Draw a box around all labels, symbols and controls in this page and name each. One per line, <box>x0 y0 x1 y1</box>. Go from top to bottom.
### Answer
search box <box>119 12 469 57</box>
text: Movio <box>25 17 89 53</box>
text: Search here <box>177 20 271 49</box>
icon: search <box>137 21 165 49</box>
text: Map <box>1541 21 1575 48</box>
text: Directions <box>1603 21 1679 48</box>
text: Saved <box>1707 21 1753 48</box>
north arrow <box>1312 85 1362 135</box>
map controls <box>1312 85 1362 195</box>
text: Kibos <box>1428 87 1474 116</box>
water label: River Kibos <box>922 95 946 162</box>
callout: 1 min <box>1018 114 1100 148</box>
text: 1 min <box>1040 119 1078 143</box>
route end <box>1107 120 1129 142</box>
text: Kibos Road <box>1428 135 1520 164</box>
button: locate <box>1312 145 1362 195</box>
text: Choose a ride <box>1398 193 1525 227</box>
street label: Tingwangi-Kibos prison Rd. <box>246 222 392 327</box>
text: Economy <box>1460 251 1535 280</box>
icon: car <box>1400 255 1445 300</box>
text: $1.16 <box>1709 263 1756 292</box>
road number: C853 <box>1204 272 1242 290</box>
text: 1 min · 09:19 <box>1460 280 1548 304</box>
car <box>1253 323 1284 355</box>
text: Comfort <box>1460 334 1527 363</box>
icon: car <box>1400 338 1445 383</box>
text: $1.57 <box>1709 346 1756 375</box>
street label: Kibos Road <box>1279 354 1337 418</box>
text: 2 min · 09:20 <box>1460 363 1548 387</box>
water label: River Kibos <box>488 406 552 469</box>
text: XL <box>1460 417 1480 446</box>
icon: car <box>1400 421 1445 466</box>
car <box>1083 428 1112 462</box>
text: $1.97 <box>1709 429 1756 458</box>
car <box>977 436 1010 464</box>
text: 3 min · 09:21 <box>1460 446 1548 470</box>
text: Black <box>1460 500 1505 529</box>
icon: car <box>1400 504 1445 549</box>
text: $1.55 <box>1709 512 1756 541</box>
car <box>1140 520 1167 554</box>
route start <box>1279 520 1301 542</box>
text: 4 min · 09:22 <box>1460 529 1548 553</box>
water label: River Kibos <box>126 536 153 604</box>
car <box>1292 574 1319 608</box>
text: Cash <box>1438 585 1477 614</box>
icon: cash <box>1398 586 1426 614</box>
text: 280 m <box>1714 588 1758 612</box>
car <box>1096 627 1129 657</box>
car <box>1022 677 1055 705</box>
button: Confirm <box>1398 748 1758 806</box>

Work item: Every record must be given again exactly as it was written.

Your solution:
Draw a box around all labels, symbols and controls in this page and name each. One per line, <box>x0 y0 x1 y1</box>. Go from top to bottom.
### Answer
search box <box>119 12 469 57</box>
text: Movio <box>25 17 89 53</box>
text: Search here <box>177 20 271 49</box>
icon: search <box>137 21 165 49</box>
text: Map <box>1541 21 1575 48</box>
text: Directions <box>1603 21 1679 48</box>
text: Saved <box>1707 21 1753 48</box>
north arrow <box>1312 85 1362 135</box>
map controls <box>1312 85 1362 195</box>
text: Kibos <box>1428 87 1474 116</box>
water label: River Kibos <box>922 95 946 162</box>
callout: 1 min <box>1018 114 1100 148</box>
text: 1 min <box>1040 119 1078 143</box>
route end <box>1107 120 1129 142</box>
text: Kibos Road <box>1428 135 1520 164</box>
button: locate <box>1312 145 1362 195</box>
text: Choose a ride <box>1398 193 1525 227</box>
street label: Tingwangi-Kibos prison Rd. <box>246 222 392 327</box>
text: Economy <box>1460 251 1535 280</box>
icon: car <box>1400 255 1445 300</box>
text: $1.16 <box>1709 263 1756 292</box>
road number: C853 <box>1204 272 1242 290</box>
text: 1 min · 09:19 <box>1460 280 1548 304</box>
car <box>1253 323 1284 355</box>
text: Comfort <box>1460 334 1527 363</box>
icon: car <box>1400 338 1445 383</box>
text: $1.57 <box>1709 346 1756 375</box>
street label: Kibos Road <box>1279 354 1337 418</box>
text: 2 min · 09:20 <box>1460 363 1548 387</box>
water label: River Kibos <box>488 406 552 469</box>
text: XL <box>1460 417 1480 446</box>
icon: car <box>1400 421 1445 466</box>
car <box>1083 428 1112 462</box>
text: $1.97 <box>1709 429 1756 458</box>
car <box>977 436 1010 464</box>
text: 3 min · 09:21 <box>1460 446 1548 470</box>
text: Black <box>1460 500 1505 529</box>
icon: car <box>1400 504 1445 549</box>
text: $1.55 <box>1709 512 1756 541</box>
car <box>1140 520 1167 554</box>
route start <box>1279 520 1301 542</box>
text: 4 min · 09:22 <box>1460 529 1548 553</box>
water label: River Kibos <box>126 536 153 604</box>
car <box>1292 574 1319 608</box>
text: Cash <box>1438 585 1477 614</box>
icon: cash <box>1398 586 1426 614</box>
text: 280 m <box>1714 588 1758 612</box>
car <box>1096 627 1129 657</box>
car <box>1022 677 1055 705</box>
button: Confirm <box>1398 748 1758 806</box>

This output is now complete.